If $n$ random variables are independently distributed with an exponential distribution $f_X(x) =\lambda e^{-\lambda x} (x\geq 0)$, the range $R_n = \max(X_1,\cdots,X_n) - \min(X_1,\cdots,X_n)$ has the following expectation: $\mbox{E}[R_n] = \frac{1}{\lambda}\Big(1+\frac{1}{2}+\frac{1}{3}+\cdots + \frac{1}{n-1}\Big)$. This result is well known, see here for some context.
However, I could not find a formula for the variance, in the literature. So I decided to do the computations myself and came up with a spectacular formula. I am wondering if the following formula for the variance is original: $\mbox{Var}[R_n]= \frac{1}{\lambda^2}\Big(1+\frac{1}{2^2}+\frac{1}{3^2}+\cdots + \frac{1}{(n-1)^2}\Big)$. As a result, the limit as $n\rightarrow\infty$ is $\pi^2/(6\lambda^2)$. I have a hard time believing that this is a new result. Could someone provide a reference? I plan on including it in an upcoming article.
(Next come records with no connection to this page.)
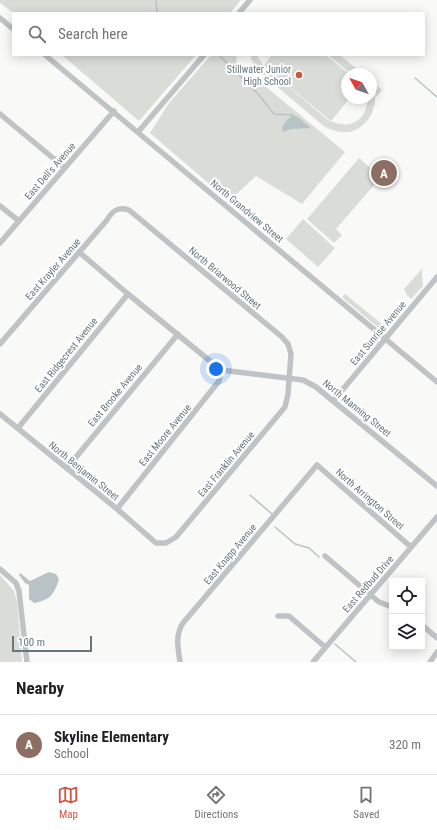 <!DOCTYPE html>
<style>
:root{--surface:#fff;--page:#f2f2f2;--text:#202124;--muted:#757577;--line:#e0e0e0;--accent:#ce5541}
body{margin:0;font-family:"Roboto Condensed",sans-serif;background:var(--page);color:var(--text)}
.controls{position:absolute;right:12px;bottom:12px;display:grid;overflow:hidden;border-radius:0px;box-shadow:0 2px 10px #0003}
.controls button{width:36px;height:36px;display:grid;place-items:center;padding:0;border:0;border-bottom:1px solid var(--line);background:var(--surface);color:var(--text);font:20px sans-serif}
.compass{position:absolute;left:341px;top:68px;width:36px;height:36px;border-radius:50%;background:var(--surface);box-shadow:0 2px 10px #0003;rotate:310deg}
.scale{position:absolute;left:12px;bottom:10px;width:80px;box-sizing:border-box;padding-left:4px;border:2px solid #67777e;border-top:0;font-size:11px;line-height:14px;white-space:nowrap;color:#67777e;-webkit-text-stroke:3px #fff;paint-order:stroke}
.you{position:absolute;left:216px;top:369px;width:14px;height:14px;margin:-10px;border:3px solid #fff;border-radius:50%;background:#1a73e8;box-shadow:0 0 0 6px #1a73e833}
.badge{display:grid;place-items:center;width:26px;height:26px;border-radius:50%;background:var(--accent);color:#fff;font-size:13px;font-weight:700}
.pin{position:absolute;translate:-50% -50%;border:2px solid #fff;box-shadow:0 1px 4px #0006}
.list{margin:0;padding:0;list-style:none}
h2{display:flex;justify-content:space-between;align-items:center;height:52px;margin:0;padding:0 16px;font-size:17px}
h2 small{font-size:13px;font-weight:400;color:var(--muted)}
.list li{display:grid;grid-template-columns:26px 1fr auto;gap:12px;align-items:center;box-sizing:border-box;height:60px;padding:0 16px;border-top:1px solid var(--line)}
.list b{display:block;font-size:15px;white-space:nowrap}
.list p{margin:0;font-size:13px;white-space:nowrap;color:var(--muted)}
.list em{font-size:13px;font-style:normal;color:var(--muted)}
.icon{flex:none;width:22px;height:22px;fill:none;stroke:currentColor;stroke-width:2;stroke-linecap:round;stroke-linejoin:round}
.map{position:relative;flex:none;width:437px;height:662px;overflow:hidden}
.search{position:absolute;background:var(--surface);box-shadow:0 2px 10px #0003;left:12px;right:12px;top:12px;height:44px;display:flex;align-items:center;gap:10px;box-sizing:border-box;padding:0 14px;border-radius:0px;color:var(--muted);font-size:15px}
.sheet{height:112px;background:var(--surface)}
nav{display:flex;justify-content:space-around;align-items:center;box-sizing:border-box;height:56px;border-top:1px solid var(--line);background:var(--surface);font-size:11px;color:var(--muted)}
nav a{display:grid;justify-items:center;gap:2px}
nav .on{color:var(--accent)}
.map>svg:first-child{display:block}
.green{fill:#daddd7}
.water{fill:#b8c3c6}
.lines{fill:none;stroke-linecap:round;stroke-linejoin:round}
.stream{stroke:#b8c3c6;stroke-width:1.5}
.minor{stroke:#bfc3c6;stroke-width:5.5}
.poi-dot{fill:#ce5541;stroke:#fff;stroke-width:1.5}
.labels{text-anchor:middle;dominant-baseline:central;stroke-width:4;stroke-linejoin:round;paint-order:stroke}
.poi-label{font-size:10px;fill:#67777e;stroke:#fff;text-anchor:end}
.street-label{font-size:10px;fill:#67777e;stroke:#fff}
</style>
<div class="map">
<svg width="437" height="662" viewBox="0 0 437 662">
<rect width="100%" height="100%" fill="#f9f9f7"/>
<path class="green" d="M0,0H241L230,13H13L0,3Z
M62,55H196L139,121Z
M211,55H236L237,63L345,152L302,204L256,176L229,201L150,133L169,103Z
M251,55H258V58L264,65L272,55H326L349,74H347V98H350L331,121L264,66L328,120C349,130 366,123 368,98H371V81L382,90L377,96L375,94C377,113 363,133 343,132C336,132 331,129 325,127L258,71L251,59Z
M328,55H340L363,74H351Z
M359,158L381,177L336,229L342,235L334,243L307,219Z
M303,219L335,248L318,267L286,239Z
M422,269L423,286L411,299L407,295L404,289Z
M345,294L383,325L403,305H404L405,308L384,331L381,330L343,298V296Z
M0,575L14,591L17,602L22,662H0Z"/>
<path class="water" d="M293,115L299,118L311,128L291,129L282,132C282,124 287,120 293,115Z
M49,572L56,574L59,579C54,595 50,600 34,603L29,599V585L25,583L19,575L20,573L30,581Z"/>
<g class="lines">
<path class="stream" d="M156,0L157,13
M219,55L258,94L274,114L293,115
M415,78L437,97
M250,495L272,514
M275,527L295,544L309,548L319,557
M335,644L356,662"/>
<path class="minor" d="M239,13L250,0
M0,18L13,29
M45,55L437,382
M0,114L65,168
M138,132L204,55
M0,206L19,221
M0,243L114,111
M79,252L128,294L221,370L303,380L316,387L437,486
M0,344L107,220C112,211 118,206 129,210L282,337L288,344L291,354L288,394L285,407L176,537L166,543H156L117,509L0,414
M334,400L437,277
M18,428L128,294
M67,468L178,334
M117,509L219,381L221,370
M325,556L379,602L392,607
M0,569L16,583L19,591L27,662
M278,616H289L325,647
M422,625L437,638
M180,662C178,648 175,635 183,623L317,465L411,547
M313,662L437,517
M430,662L437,652"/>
</g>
<circle class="poi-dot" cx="299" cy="75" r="4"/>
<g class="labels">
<g class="poi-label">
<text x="291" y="69">Stillwater Junior<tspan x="291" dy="12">High School</tspan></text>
</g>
<g class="street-label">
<text transform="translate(50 171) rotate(-49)">East Dell's Avenue</text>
<text transform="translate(247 211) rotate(40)">North Grandview Street</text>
<text transform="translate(53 269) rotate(-49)">East Krayler Avenue</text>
<text transform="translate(225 278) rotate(40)">North Briarwood Street</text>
<text transform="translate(378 333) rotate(-50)">East Sunrise Avenue</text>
<text transform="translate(66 355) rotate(-51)">East Ridgecrest Avenue</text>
<text transform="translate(115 395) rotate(-50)">East Brooke Avenue</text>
<text transform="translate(357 408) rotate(39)">North Manning Street</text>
<text transform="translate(165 435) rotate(-51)">East Moore Avenue</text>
<text transform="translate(226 464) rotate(-50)">East Franklin Avenue</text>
<text transform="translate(84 471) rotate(39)">North Benjamin Street</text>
<text transform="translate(370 499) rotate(41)">North Arrington Street</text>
<text transform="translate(230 554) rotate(-50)">East Knapp Avenue</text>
<text transform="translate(368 584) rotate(-49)">East Redbud Drive</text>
</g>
</g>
</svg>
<div class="controls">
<button><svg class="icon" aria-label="locate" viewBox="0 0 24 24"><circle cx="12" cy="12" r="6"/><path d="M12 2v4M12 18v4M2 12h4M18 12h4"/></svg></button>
<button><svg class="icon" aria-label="layers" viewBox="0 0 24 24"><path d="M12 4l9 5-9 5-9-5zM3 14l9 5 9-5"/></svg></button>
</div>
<svg class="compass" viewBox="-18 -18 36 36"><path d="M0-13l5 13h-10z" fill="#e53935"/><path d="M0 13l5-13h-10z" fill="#757577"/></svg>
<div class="scale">100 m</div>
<div class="you"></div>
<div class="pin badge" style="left:384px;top:173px;background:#8d6e63">A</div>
<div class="search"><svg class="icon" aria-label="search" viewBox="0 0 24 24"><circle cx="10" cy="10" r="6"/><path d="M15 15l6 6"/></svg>Search here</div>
</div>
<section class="sheet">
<h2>Nearby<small></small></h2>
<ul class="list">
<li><span class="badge" style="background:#8d6e63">A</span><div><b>Skyline Elementary</b><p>School</p></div><em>320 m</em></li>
</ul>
</section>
<nav>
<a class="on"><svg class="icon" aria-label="map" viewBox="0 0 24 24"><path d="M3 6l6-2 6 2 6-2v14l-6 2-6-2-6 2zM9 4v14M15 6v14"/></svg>Map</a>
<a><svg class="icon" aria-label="directions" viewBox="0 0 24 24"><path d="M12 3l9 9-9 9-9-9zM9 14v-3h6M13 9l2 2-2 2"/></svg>Directions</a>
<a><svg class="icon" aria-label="saved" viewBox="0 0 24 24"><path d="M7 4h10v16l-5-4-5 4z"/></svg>Saved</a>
</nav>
This result is pretty deep, though not that hard to prove. It is almost like the range, for the exponential distribution, is made up of a weighted sum of independent exponential variables with same parameter $\lambda$, each new one added into the sum contributing with a weight equal to $1/k, k=1, 2$ and so on.